Could you write out each entry exactly as it reads?

* * * *

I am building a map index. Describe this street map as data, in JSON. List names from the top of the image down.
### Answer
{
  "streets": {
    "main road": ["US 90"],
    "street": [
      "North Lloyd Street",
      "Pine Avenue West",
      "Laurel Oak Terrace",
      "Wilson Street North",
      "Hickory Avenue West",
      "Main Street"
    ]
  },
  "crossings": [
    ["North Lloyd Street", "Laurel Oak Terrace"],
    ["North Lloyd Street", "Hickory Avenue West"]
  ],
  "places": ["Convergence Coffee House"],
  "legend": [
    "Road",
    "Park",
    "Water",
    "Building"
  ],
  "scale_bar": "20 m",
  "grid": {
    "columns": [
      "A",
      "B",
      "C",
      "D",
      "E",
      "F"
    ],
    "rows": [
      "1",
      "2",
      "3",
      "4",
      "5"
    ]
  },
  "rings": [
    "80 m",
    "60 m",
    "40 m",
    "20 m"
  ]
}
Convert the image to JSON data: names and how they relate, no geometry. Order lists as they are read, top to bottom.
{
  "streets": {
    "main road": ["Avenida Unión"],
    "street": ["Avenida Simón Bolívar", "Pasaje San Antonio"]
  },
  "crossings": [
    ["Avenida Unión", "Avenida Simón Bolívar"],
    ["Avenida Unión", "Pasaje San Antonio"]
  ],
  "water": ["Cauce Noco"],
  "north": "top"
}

* * * *

• FINISHED TASK:
I am building a map index. Describe this street map as data, in JSON. List names from the top of the image down.
### Answer
{
  "streets": {
    "main road": ["US 90"],
    "street": [
      "North Lloyd Street",
      "Pine Avenue West",
      "Laurel Oak Terrace",
      "Wilson Street North",
      "Hickory Avenue West",
      "Main Street"
    ]
  },
  "crossings": [
    ["North Lloyd Street", "Laurel Oak Terrace"],
    ["North Lloyd Street", "Hickory Avenue West"]
  ],
  "places": ["Convergence Coffee House"],
  "legend": [
    "Road",
    "Park",
    "Water",
    "Building"
  ],
  "scale_bar": "20 m",
  "grid": {
    "columns": [
      "A",
      "B",
      "C",
      "D",
      "E",
      "F"
    ],
    "rows": [
      "1",
      "2",
      "3",
      "4",
      "5"
    ]
  },
  "rings": [
    "80 m",
    "60 m",
    "40 m",
    "20 m"
  ]
}
Convert the image to JSON data: names and how they relate, no geometry. Order lists as they are read, top to bottom.
{
  "streets": {
    "main road": ["Avenida Unión"],
    "street": ["Avenida Simón Bolívar", "Pasaje San Antonio"]
  },
  "crossings": [
    ["Avenida Unión", "Avenida Simón Bolívar"],
    ["Avenida Unión", "Pasaje San Antonio"]
  ],
  "water": ["Cauce Noco"],
  "north": "top"
}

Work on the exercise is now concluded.